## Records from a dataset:
=====

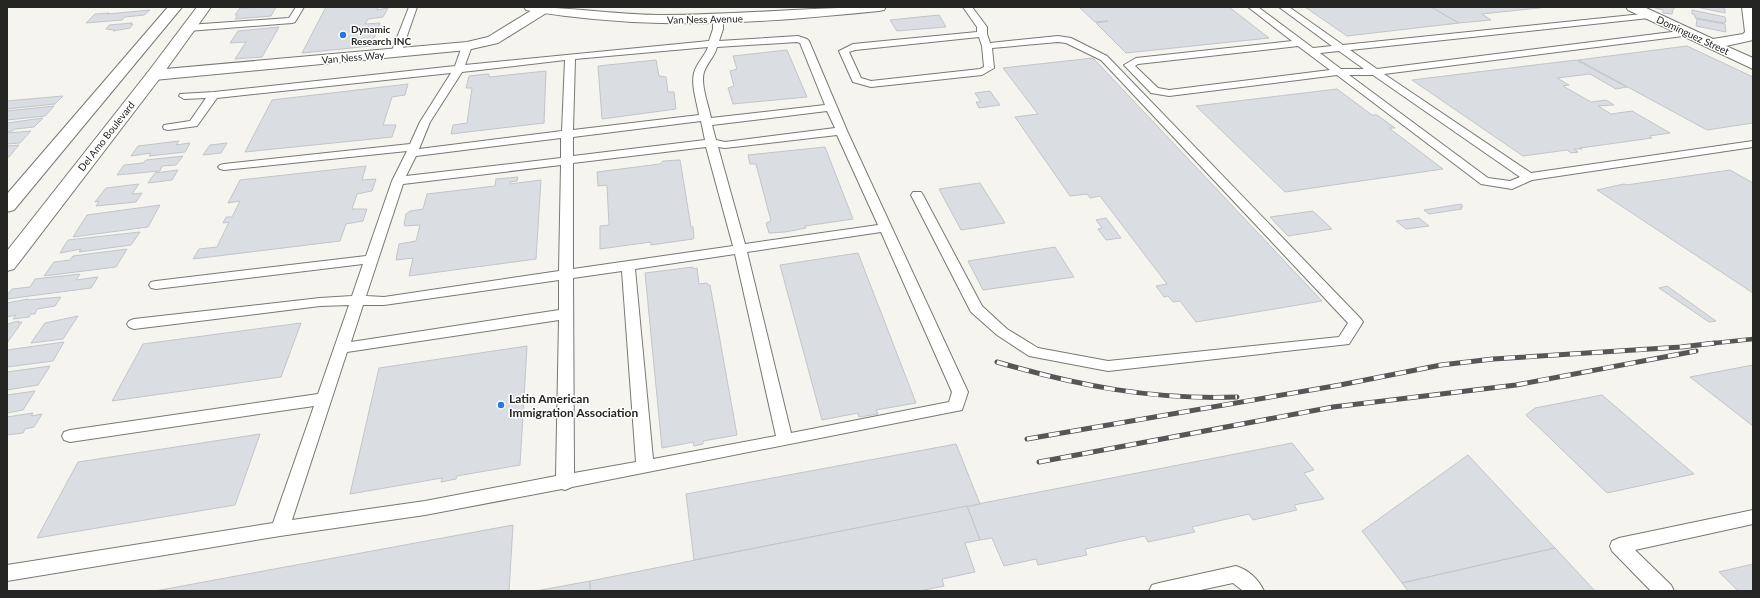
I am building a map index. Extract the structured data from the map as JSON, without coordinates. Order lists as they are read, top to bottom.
{
  "streets": {
    "main road": [
      "Van Ness Avenue",
      "Dominguez Street",
      "Van Ness Way",
      "Del Amo Boulevard"
    ]
  },
  "crossings": [
    ["Van Ness Avenue", "Van Ness Way"],
    ["Van Ness Way", "Del Amo Boulevard"]
  ],
  "places": ["Dynamic Research INC", "Latin American Immigration Association"]
}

=====

## Task prompt:
For the records above, give every line again exactly and skip the pictures.

## Solution to this exercise:
I am building a map index. Extract the structured data from the map as JSON, without coordinates. Order lists as they are read, top to bottom.
{
  "streets": {
    "main road": [
      "Van Ness Avenue",
      "Dominguez Street",
      "Van Ness Way",
      "Del Amo Boulevard"
    ]
  },
  "crossings": [
    ["Van Ness Avenue", "Van Ness Way"],
    ["Van Ness Way", "Del Amo Boulevard"]
  ],
  "places": ["Dynamic Research INC", "Latin American Immigration Association"]
}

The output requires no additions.